By Jacinto Caballero-George
A few weeks ago, over one million works on popular fanfiction website, Archives Of Our Own, often referred to as AO3, was stolen by an AI company. Most of these were unpublished drafts, but some were published fanfictions. At first, many users were confused, but AO3 was quick to explain the situation. AI companies have taken and scrubbed this data to train their AI on writing and language.
AI company Sudowrite and OpenAI ChatGPT-3 were proven to be 2 of the AI’s that did this. AO3, however, is not the only fanfiction website that this happened to. Some have said works from not as popular websites, like fanfic.net and Wattpad, were also stolen from. However, there is less evidence that this happened.
One of the main reasons these companies stole from AO3 was to train Large Language Models. These are used to generate large amounts of text. Sudowrite used these works for their new “book writing.” This is a new feature where the AI can write a full length book based on the prompt. Many AO3 fanfictions are well over 100,000 words, meaning if this AI was trained with these works it would be able to write a response of similar length.
AO3 was quick to take action. As some may remember, on July 10th, 2023, a Russian hacking team tried to take down the entire AO3 website. However, in only 25 hours, AO3 was able to put their website back up fully running. So their speed in this debacle was not a surprise.
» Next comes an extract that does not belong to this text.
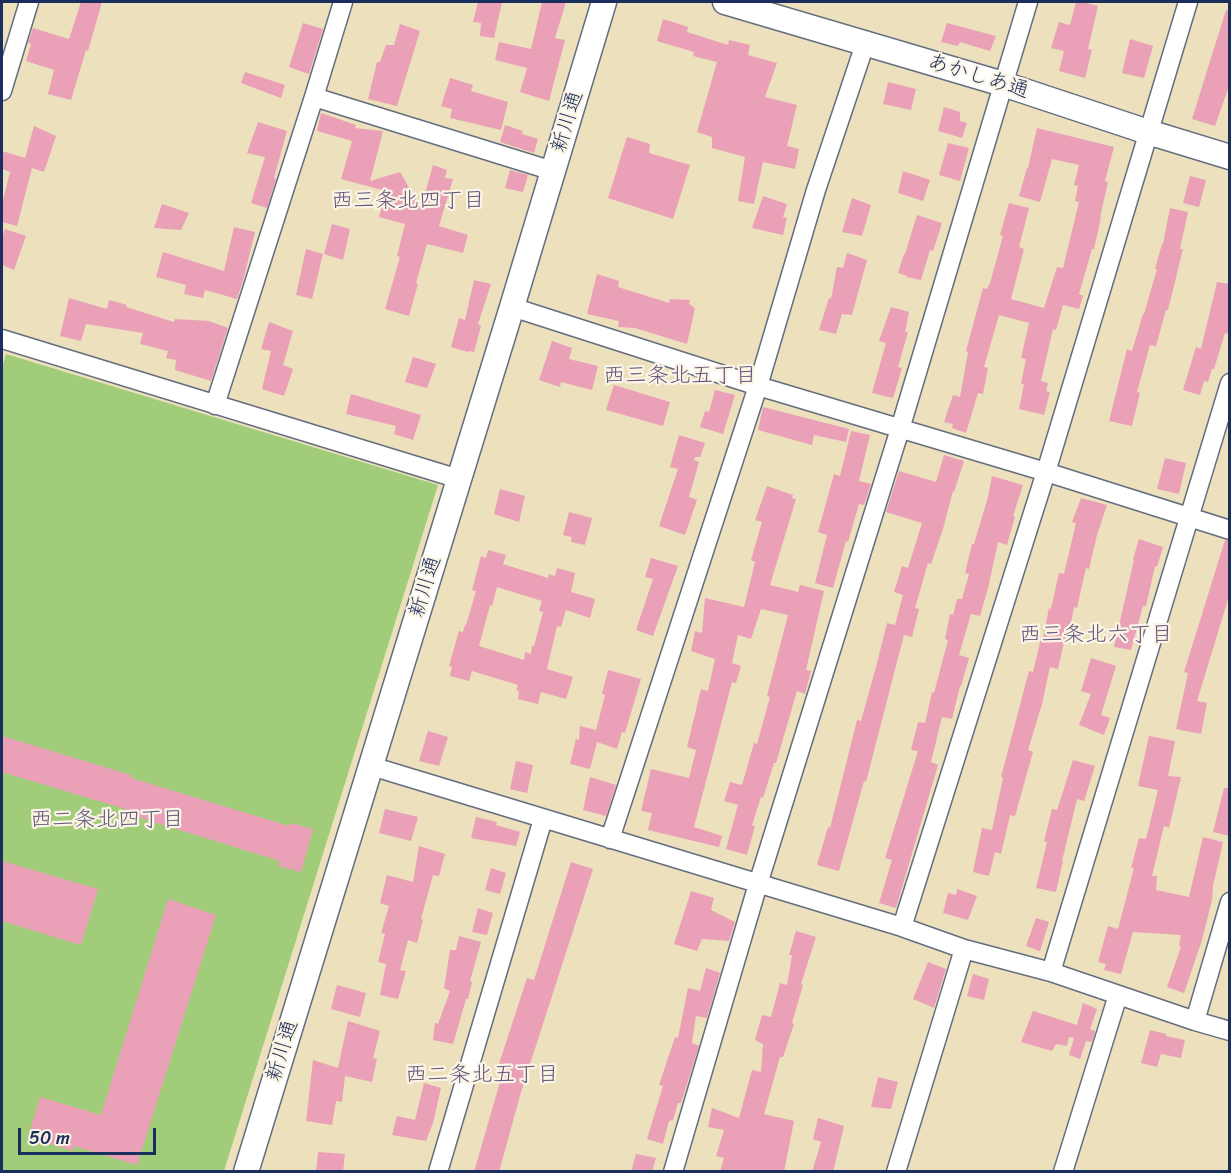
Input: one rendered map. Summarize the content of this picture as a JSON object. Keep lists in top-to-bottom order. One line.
{"streets":{"street":["あかしあ通","新川通"]},"districts":["西三条北四丁目","西三条北五丁目","西三条北六丁目","西二条北四丁目","西二条北五丁目"],"scale_bar":"50 m"}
AO3 was able to completely delete the original data of these works, as they are all on a backup server that was not breached. In deleting this full data, the work of OpenAI and Sudowrite were no longer able to use these fanfictions in their data to produce long form text and responses. After AO3 was able to fully block these websites from data scrubbing, they put back up the published works and returned the unpublished ones.